> [Material shown]
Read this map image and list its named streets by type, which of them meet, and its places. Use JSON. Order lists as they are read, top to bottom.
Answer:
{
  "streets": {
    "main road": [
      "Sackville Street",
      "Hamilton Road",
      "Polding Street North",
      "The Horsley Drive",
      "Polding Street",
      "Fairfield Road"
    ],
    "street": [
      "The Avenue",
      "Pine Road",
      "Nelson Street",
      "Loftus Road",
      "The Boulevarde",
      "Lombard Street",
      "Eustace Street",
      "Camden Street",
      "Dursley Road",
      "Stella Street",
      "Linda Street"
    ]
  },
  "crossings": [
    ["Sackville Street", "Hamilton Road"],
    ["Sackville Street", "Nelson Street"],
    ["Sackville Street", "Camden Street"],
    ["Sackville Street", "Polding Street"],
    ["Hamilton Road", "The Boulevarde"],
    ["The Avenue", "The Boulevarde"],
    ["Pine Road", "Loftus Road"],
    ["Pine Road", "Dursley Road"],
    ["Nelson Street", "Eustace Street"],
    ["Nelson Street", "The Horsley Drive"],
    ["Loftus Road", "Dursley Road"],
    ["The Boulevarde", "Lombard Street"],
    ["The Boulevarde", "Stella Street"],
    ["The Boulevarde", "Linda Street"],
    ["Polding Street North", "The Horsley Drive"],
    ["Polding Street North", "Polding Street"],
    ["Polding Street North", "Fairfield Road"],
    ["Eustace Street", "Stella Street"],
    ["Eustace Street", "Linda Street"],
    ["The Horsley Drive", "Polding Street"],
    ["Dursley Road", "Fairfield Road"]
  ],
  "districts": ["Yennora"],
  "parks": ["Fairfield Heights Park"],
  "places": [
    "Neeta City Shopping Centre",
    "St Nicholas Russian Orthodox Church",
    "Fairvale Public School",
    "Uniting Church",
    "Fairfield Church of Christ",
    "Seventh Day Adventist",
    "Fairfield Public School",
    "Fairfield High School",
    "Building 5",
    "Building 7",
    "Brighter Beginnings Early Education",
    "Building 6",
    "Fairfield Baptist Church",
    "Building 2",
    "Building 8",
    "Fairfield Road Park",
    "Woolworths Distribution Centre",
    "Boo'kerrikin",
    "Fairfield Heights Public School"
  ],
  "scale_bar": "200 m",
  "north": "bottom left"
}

> [Task prompt] In the records above, find each line that mentions the word "Public", and copy it.

> [Response below]
    "Fairvale Public School",
    "Fairfield Public School",
    "Fairfield Heights Public School"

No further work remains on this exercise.